511 F. Supp. 613, 1981 U.S. Dist. LEXIS 11557
CourtDistrict Court, N.D. Texas
DecidedApril 9, 1981
DocketCiv. A. CA 2-80-35
StatusPublished
Cited by3 cases

This text of 511 F. Supp. 613 (Church of God v. Amarillo Independent School District) is published on Counsel Stack Legal Research, covering District Court, N.D. Texas primary law. Counsel Stack provides free access to over 12 million legal documents including statutes, case law, regulations, and constitutions.

Bluebook
Church of God v. Amarillo Independent School District, 511 F. Supp. 613, 1981 U.S. Dist. LEXIS 11557 (N.D. Tex. 1981).

Opinion

MEMORANDUM OPINION

MARY LOU ROBINSON, District Judge.

Plaintiffs are the Worldwide Church of God (Church of God) and twenty-four members of the church who are students of the Amarillo Independent School District. The Plaintiffs by this action under 42 U.S.C. § 1983 and 28 U.S.C. §§ 1331(a) and 1343(3), seek to enjoin the enforcement of the Amarillo School District’s absence policy which limits the number of excused absences for religious holidays to two days each school year. The Defendants are the Amarillo Independent School District (school district) and the Superintendent, Deputy Superintendent, and Board of Trustees of the school district. Both the Plaintiffs and Defendants have moved for summary judgment.

I.

The Church of God is a religious organization with congregations throughout the United States, Canada, and fifty other countries. The church traces its origin to the establishment of the New Testament Church as recorded in Chapter 2 of the Book of Acts in the New Testament. The present era of the church began in 1934, with the establishment of a congregation in Eugene, Oregon, and the broadcast of the Radio Church of God. The church has a current membership of over 68,000. The membership figures do not include children and unbaptized family members who also attend the church.

A fundamental tenet of the Church of God is that members must abstain from secular activity on seven annual holy days. These holy days are founded in the Book of Leviticus in the Old Testament and are fixed in accordance with the Hebrew calendar. Members must also attend a seven-day religious convocation on the Feast of Tabernacles. All holy days except for the seven-day convocation are observed in each local church. The seven-day convocation is observed at regional locations designated by the church. The failure to observe the annual holy days and the seven-day convocation is considered a sin and may result in the loss of membership in the church.

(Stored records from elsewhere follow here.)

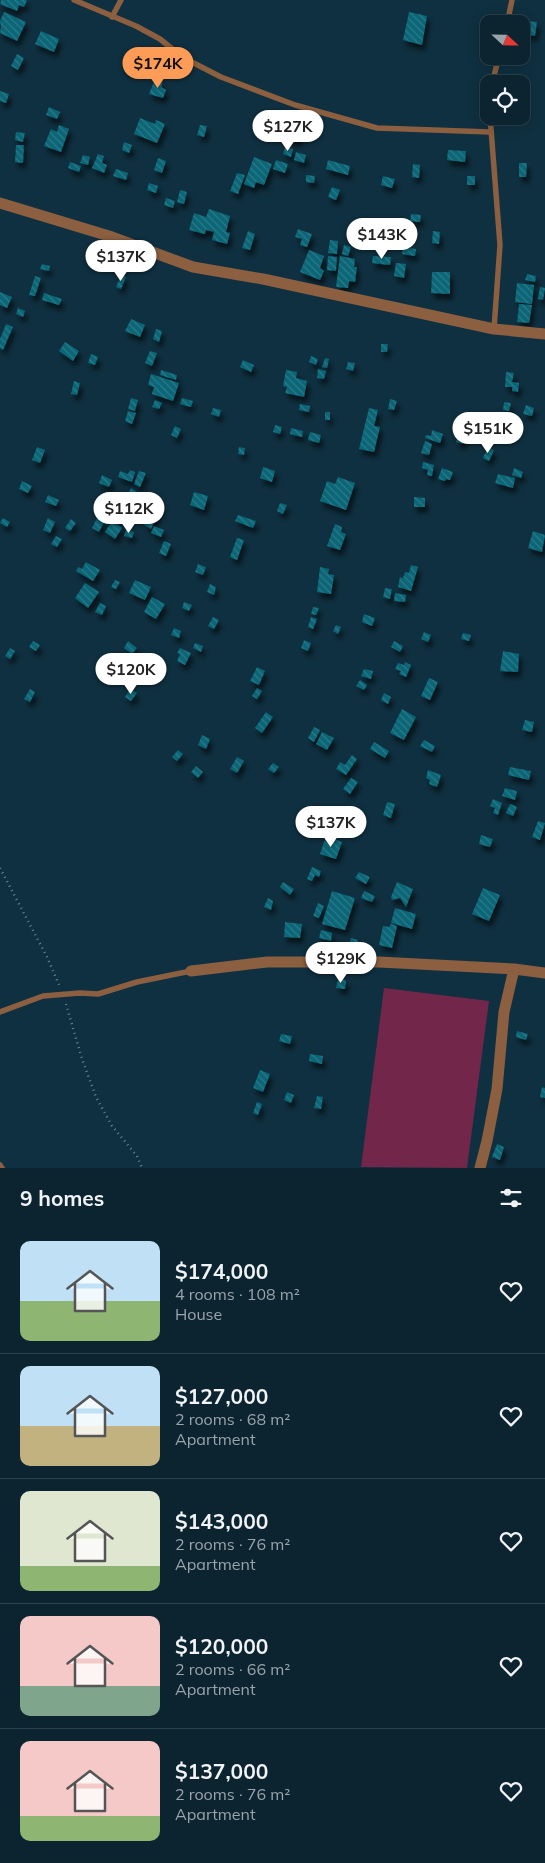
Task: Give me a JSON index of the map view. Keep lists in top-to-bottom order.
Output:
{
  "north": "right",
  "page": {
    "price": [
      "$174K",
      "$127K",
      "$143K",
      "$137K",
      "$151K",
      "$112K",
      "$120K",
      "$137K",
      "$129K"
    ],
    "heading": "9 homes",
    "list": [
      {
        "name": "$174,000",
        "note": "4 rooms · 108 m² · House"
      },
      {
        "name": "$127,000",
        "note": "2 rooms · 68 m² · Apartment"
      },
      {
        "name": "$143,000",
        "note": "2 rooms · 76 m² · Apartment"
      },
      {
        "name": "$120,000",
        "note": "2 rooms · 66 m² · Apartment"
      },
      {
        "name": "$137,000",
        "note": "2 rooms · 76 m² · Apartment"
      }
    ]
  }
}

Members of the Church of God who are students miss from eight to ten days of school each year while observing the annual holy days and seven-day convocation. An additional two days of school are sometimes missed in travel to and from the seven-day convocation depending on its date and location. The school district did not set any specific limit on the number of excused absences for religious holidays before March 5, 1979. Instead, principals of the school district were given discretion to determine when an absence would be considered excused. In making the determination the principals were instructed by the school district to consider “to what degree was choice a factor in the absence.” Under that policy the Plaintiffs were, for the most part, routinely granted excused absences. The Plaintiffs were also permitted to make up school work missed while observing the holy days and seven-day convocation and to receive a grade for that work.

On March 5, 1979, the school district promulgated a new policy for excused absences and make-up work. The new policy provided:

Make-Up Work Following Absences
School work missed may be made up whether an absence is excused or unexcused; however, students readmitted with an unexcused absence will not be given credit for work made up. If a daily or test grade is recorded for the day of absence, the student whose absence is *615 unexcused receives a zero for a grade. If no grade is recorded for the other students no grade will be recorded for the student who is absent. To obtain credit for work missed when the absence is excused, the student must make up the work. Make-up work should be accomplished within five school days after a student returns from an absence. Exceptions would be made in cases where a student has been absent for an extended period of time due to illness.
Absences for Religious Holidays
Excused absences shall be granted to students for a maximum of 2 days for religious holidays in each school year.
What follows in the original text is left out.